При этом в русских пословицах подчеркивается ответственность за данную клятву и осторожность при обещании чего-либо - клятва умному страшна, а глупому смешна, а также связь клятвы и ее нарушения: где клятва, тут и преступление; Ирод клянется, Иуда лобзает, да им веры неймут.

Ряд паремиологических единиц содержат в себе ссылку на возможные мотивы предательства: преследование интересов материальной выгоды - корень всех зол - сребролюбие / the love of money is the root of all evil; жажду мести: око за око, зуб за зуб / an eye for an eye and a tooth for a tooth. Полное совпадение данных единиц объясняется общим для русской и английской лингвокультур прецедентным феноменом - текстом Библии.

В обеих лингвокультурах выявляются такие единицы, как: деньги не пахнут; своя рубашка ближе к телу; победителей не судят; где ни жить, только бы сыту быть; цель оправдывает средства; хоть в Орде, да в добре / money has no smell; money makes the man; money answers all things; dog eat dog; the parson (priest) always christens his own child first; the winner takes it all, которые в своей дискурсивной реализации отражают ценностные ориентиры лица, идущего на предательство. При этом в словарях и русского, и английского языков они имеют помету циничн. (often dissapr.), что свидетельствует об отрицательной общественной оценке лица, не считающегося с моральными принципами ради достижения собственного блага.

Обращение к художественным текстам русской и английской лингвокультур, а также анализ сочинений информантов (100 представителей русской и 50 английской лингвокультур) на тему «Как вы относитесь к предательству?» обнаруживают градуированность оценки предательства и измены. Так, предательство и лица, совершающие рассматриваемое действие, в обеих лингвокультурах характеризуются в большинстве случаев с использованием отрицательного оценочного знака:

«Не льстись предательством ты счастие сыскать!

У самых тех всегда в глазах предатель низок,

Кто при нужде его не ставит в грех ласкать;

И первый завсегда к беде предатель близок». (И.А. Крылов  «Мальчик и Червяк») [7].

«The renegade hates life itself.
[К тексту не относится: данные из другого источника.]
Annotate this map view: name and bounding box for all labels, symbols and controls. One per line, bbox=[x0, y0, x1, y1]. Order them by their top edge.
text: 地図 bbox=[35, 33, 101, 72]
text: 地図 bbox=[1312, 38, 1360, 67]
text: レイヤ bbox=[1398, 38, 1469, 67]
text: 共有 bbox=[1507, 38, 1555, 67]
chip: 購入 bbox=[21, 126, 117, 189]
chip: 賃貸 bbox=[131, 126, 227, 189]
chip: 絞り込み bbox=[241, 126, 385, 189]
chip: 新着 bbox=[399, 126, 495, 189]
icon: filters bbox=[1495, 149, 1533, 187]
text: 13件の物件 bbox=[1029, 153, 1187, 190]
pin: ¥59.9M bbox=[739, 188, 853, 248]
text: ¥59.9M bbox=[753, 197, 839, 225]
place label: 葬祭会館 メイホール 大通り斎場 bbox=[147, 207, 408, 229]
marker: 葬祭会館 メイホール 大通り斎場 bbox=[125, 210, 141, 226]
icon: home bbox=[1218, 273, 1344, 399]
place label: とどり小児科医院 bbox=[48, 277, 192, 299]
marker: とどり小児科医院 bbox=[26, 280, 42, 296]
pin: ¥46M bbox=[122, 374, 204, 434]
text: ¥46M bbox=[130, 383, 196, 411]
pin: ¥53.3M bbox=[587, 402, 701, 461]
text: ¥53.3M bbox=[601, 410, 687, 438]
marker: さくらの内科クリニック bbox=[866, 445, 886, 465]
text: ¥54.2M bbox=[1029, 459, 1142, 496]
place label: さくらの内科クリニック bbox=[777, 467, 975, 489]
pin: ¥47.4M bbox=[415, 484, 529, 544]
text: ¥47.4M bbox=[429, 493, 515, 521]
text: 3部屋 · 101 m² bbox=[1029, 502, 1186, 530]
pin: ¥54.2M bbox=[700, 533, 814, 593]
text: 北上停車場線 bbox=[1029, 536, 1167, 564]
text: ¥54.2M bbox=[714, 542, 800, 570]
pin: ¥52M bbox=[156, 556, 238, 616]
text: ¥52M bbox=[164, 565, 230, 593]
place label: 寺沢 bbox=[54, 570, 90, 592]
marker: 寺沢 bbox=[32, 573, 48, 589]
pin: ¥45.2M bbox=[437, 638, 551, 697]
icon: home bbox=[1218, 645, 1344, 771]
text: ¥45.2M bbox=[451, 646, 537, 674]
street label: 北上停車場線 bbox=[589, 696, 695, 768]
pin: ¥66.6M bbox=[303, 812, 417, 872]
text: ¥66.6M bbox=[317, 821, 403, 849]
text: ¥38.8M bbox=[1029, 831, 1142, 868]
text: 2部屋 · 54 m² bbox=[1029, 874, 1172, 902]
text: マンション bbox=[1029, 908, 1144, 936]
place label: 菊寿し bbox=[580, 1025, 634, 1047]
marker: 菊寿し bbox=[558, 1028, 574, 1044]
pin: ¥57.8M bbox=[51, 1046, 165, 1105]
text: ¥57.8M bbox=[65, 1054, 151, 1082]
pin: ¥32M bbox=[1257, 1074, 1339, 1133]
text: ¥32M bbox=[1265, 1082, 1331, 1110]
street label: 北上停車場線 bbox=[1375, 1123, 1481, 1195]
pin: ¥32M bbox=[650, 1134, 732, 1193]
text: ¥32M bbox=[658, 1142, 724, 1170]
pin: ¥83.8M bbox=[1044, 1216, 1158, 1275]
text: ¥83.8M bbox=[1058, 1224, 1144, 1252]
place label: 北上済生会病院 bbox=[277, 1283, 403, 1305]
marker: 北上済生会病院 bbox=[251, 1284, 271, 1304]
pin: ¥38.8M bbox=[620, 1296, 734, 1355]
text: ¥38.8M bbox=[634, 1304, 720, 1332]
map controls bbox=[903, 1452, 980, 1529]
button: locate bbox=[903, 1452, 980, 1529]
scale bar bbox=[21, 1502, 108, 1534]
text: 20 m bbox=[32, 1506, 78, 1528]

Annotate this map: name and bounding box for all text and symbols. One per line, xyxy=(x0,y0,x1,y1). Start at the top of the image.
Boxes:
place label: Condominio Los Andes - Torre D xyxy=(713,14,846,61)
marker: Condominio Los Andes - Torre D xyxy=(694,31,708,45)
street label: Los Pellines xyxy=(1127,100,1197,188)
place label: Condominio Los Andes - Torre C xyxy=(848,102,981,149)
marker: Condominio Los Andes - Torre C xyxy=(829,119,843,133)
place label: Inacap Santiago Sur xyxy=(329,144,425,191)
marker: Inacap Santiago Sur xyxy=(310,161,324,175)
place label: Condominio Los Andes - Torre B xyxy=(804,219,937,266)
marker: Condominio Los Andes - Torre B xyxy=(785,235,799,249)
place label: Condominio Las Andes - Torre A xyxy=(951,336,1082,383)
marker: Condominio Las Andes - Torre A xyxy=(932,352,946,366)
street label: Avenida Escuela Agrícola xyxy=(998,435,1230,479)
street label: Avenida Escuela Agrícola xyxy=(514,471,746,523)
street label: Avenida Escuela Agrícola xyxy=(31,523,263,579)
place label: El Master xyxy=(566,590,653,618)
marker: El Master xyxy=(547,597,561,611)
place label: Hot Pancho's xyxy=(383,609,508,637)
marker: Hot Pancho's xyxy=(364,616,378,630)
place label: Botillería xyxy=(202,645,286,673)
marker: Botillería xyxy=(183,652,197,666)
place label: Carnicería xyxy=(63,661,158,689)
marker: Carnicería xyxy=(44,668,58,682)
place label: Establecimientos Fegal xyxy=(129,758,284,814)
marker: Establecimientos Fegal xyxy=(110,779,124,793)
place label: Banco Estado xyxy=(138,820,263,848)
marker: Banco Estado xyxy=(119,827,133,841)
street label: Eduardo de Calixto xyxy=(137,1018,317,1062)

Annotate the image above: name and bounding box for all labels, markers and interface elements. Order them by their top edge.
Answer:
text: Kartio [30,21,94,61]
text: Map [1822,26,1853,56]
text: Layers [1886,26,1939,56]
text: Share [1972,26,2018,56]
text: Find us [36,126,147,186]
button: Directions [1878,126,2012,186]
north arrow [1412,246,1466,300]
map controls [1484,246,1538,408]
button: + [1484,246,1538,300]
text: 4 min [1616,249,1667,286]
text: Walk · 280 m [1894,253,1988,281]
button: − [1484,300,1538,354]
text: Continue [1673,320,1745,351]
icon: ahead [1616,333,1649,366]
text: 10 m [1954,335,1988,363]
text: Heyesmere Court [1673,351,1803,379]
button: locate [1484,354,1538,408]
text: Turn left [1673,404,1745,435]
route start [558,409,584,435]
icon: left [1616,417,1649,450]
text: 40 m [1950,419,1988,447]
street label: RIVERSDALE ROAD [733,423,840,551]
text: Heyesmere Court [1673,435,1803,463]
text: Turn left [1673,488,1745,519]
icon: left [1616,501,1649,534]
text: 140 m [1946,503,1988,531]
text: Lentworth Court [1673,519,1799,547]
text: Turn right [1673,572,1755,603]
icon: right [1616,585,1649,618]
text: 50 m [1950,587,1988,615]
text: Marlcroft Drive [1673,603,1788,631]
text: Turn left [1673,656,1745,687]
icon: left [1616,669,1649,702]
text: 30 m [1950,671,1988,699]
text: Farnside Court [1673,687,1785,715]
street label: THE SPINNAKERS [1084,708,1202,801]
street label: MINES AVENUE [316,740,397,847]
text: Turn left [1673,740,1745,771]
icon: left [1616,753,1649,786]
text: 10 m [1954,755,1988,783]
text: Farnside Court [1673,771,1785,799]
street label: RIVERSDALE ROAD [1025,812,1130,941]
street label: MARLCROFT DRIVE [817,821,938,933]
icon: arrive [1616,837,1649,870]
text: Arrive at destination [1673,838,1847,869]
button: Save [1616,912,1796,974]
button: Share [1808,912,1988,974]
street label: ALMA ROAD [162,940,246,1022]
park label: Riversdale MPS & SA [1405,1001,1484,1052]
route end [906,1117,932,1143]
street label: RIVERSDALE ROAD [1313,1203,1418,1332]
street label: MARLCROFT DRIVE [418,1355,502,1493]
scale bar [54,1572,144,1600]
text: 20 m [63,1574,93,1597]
He wants the death of life» [9].

«The traitor to humanity is the traitor most accursed» [9].

В русской лингвокультуре однозначно отрицательный знак оценки получает доносительство, ябеда:

«...доносительство и предательство в большой степени присуще людям или с сильным характером, волей, для которых все средства хороши в достижении цели, или, наоборот, людям со слабой, неустойчивой психикой, трусам, "тряпкам", "лапше". Детские неокрепшие души, пожалуй, главная причина широкого распространения в среде подростков и школьников так называемого ябедничества - явления, заслуживающего специального рассмотрения» (ответы информантов).

Тем не менее выявляется ряд примеров, выражающих положительное отношение к подобным явлениям:

«Но я его все равно любила. В нем не было этого отвратительного чувства стадности.

- То есть? - не понял Костенко.

- Вы же помните школу, - ответила Александра Егоровна. - Кто-то набедокурил, зло нужно наказать, - непременно и безусловно, - но ведь не говорят, паршивцы, про зачинщика. Однако его необходимо выявить и наказать, тогда другим будет неповадно... И только один мальчик в классе помогал мне - Коля.

- Ябедничал?...

- Вы плохой педагог... Что значит - ябедничал? Он говорил правду. А другие из ложного понимания духа товарищества - покрывали виновника, молчали» (Ю.С. Семенов «Противостояние») [7].

В отношении предательства в отношениях между мужчиной и женщиной следует отметить, что и в русской, и в английской лингвокультурах физическая измена противопоставляется измене моральной. Оба вида измены получают неоднозначную оценку: представители обеих лингвокультур по-разному расставляли их по степени тяжести:

«Иван Ильич был очень жестким человеком? - спросил Костенко.

- Я бы сказала иначе... он был справедливым человеком. За измену на Руси бабу испокон века драли вожжами...

- Но ведь вы считали, что измены не было?..

- Была, видимо, моральная измена, а она подчас страшнее физической» (Ю.С. Семенов «Противостояние») [7].

«Причиной создания семьи явилась частная собственность. То есть мы друг к другу относимся как к вещам. При этом самое страшное для нас не физическое занятие сексом с другим партнером, а мысли "коварного изменщика" о нас и то, что он не оправдал наших ожиданий (предательство)» (ответы информантов).

«Emotional involvement, even without physical consummation, can be just as damaging to a relationship» (ответы информантов).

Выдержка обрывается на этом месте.